Marines are problem yes but ITC exaggerates it. Outside ITC gap isn't as big.

And it's actually rather logical why ITC isn't as relevant and anybody interested in balanced competive game should be able to see why. It's different rules. When you change mission you change entire game style. Unless GW uses just ITC to balance(rather than their own scenarios) then the data isn't telling the true picture. You can't change huge part of the game and expect it to have no effect to game balance. The idea that you could is unicorn land level idea. Totally busted concept.

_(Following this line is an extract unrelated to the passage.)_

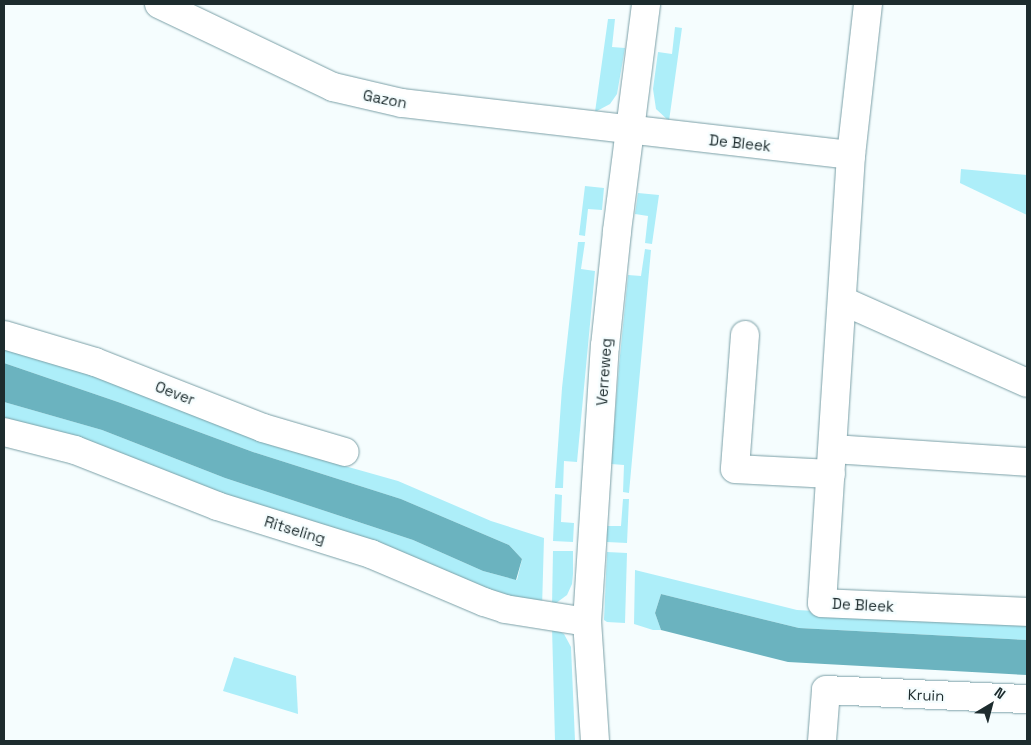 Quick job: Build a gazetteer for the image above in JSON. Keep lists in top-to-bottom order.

LVO Results 40k vs. AoS. @ 2020/01/27 09:55:47


Post by: Eldarsif


 Ordana wrote:
Go back to before the SM books released and you see a wide variety of armies in 40k tournaments.

But in broad terms GW simply shat the bed with the Marine release. Its entirely possible the AoS team screws up at some point and releases a horribly broken book that will have the same result. (And I think it looked like that for a while when Slaanesh first came out).



AoS has managed to release quite a few OP armies over time. The difference is that they have managed to up their nerf rate faster than the 40k one. When Skaven and FEC came out they were massively OP, but then they released a FAQ that changed a few wordings and re-pointed units and Skaven went from Massively OP to very strong armies.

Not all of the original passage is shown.